#### Task brief
Your task is to find every line in the records that holds the string "function" and copy it.

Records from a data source
+---+

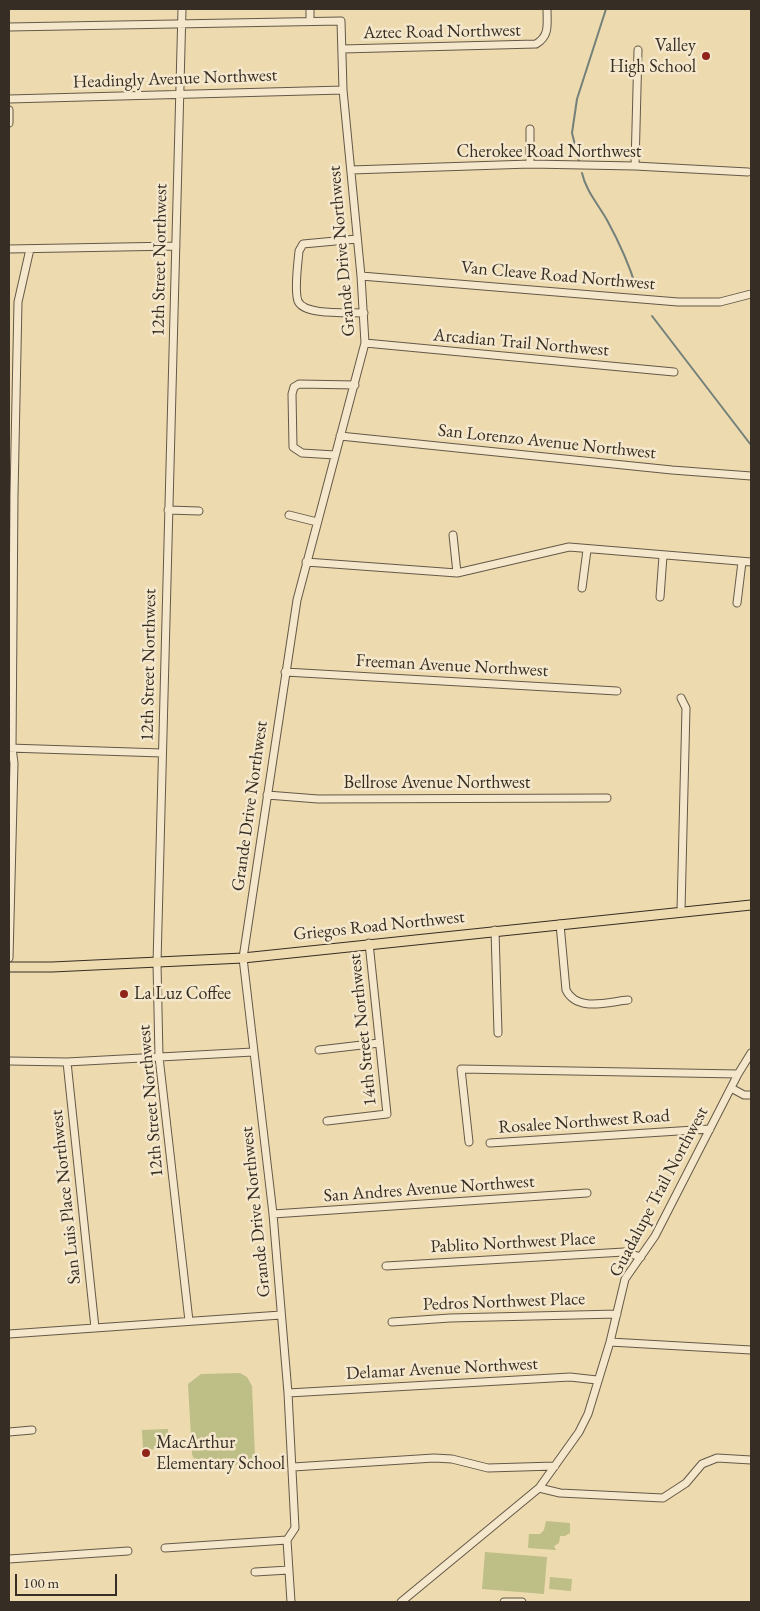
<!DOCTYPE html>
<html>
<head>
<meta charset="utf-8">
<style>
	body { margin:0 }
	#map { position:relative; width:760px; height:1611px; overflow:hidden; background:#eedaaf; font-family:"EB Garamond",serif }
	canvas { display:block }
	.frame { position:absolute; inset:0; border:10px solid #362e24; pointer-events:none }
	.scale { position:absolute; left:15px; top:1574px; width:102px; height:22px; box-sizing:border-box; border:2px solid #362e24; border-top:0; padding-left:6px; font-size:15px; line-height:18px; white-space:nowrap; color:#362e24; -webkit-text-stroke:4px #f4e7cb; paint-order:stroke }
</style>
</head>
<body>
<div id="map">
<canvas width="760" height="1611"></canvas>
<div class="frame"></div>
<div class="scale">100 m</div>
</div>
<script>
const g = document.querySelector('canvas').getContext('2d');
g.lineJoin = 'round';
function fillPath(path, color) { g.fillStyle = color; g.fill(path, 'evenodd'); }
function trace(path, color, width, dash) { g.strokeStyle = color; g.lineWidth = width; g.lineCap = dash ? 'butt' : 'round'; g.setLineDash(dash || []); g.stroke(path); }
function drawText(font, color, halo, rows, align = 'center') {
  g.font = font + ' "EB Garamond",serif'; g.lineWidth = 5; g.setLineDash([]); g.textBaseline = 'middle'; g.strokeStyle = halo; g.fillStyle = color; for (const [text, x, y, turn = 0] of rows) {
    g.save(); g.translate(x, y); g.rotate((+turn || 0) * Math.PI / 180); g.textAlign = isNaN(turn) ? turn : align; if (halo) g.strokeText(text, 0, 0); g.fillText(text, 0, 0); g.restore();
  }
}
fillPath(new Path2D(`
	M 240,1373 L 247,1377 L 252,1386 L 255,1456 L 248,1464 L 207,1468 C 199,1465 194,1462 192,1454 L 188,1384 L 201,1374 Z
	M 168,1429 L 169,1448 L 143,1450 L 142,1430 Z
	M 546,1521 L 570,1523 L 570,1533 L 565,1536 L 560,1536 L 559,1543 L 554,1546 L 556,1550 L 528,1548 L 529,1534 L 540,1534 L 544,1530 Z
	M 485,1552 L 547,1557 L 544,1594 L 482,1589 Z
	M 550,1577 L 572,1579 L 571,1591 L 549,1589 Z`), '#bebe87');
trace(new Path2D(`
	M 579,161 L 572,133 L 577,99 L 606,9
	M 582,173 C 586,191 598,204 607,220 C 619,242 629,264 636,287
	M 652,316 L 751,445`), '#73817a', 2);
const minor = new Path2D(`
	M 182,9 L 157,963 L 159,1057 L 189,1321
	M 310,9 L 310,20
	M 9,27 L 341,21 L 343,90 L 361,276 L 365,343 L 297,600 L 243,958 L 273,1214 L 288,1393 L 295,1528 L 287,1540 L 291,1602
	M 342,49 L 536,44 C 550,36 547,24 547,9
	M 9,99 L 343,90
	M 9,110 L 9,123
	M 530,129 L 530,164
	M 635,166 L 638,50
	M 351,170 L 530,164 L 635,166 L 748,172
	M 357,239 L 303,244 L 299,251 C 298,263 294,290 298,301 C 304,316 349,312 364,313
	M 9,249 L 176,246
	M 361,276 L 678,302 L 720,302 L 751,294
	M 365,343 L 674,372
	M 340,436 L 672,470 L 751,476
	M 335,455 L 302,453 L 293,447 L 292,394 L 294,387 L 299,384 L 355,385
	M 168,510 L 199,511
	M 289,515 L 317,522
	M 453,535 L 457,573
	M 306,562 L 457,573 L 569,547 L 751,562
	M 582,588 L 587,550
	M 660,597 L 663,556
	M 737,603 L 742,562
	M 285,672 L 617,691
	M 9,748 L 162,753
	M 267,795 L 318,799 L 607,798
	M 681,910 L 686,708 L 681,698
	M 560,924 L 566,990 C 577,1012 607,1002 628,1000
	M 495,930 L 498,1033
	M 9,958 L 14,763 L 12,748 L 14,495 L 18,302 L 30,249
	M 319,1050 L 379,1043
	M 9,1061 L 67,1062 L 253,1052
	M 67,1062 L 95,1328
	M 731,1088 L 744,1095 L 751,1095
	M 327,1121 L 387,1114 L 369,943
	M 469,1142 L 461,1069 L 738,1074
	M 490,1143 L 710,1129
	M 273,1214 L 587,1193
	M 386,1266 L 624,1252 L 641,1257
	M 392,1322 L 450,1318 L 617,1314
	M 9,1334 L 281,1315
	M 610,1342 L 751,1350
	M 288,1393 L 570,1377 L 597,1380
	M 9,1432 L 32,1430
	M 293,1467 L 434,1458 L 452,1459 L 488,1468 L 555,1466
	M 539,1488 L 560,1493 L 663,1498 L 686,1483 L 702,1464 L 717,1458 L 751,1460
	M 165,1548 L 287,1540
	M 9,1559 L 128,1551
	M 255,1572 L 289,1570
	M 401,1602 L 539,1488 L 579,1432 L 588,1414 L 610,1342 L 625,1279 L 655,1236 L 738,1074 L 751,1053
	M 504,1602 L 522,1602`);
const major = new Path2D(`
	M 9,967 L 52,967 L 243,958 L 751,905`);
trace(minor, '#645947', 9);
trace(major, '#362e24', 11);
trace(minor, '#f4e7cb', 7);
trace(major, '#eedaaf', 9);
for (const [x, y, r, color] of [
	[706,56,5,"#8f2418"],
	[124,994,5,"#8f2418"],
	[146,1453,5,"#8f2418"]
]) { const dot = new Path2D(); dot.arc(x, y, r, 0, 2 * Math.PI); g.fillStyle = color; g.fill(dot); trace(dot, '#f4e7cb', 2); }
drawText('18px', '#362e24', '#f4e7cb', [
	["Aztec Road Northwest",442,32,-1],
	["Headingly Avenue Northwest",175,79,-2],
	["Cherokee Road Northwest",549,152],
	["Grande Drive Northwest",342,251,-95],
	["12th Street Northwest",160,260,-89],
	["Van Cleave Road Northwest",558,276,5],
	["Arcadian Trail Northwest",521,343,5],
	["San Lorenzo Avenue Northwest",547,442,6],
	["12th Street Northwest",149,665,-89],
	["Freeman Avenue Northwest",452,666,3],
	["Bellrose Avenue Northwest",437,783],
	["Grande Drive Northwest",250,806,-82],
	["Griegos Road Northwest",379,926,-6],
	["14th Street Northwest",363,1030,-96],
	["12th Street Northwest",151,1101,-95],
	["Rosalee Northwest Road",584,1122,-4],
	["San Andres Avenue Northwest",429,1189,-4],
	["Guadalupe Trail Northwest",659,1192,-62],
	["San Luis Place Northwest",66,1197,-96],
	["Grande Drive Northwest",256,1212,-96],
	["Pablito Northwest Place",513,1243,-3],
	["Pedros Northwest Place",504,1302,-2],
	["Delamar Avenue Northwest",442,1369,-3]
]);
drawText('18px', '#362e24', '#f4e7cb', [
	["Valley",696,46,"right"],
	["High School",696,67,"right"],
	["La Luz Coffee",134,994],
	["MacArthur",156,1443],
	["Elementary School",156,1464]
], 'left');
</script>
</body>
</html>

+---+

#### Output
function fillPath(path, color) { g.fillStyle = color; g.fill(path, 'evenodd'); }
function trace(path, color, width, dash) { g.strokeStyle = color; g.lineWidth = width; g.lineCap = dash ? 'butt' : 'round'; g.setLineDash(dash || []); g.stroke(path); }
function drawText(font, color, halo, rows, align = 'center') {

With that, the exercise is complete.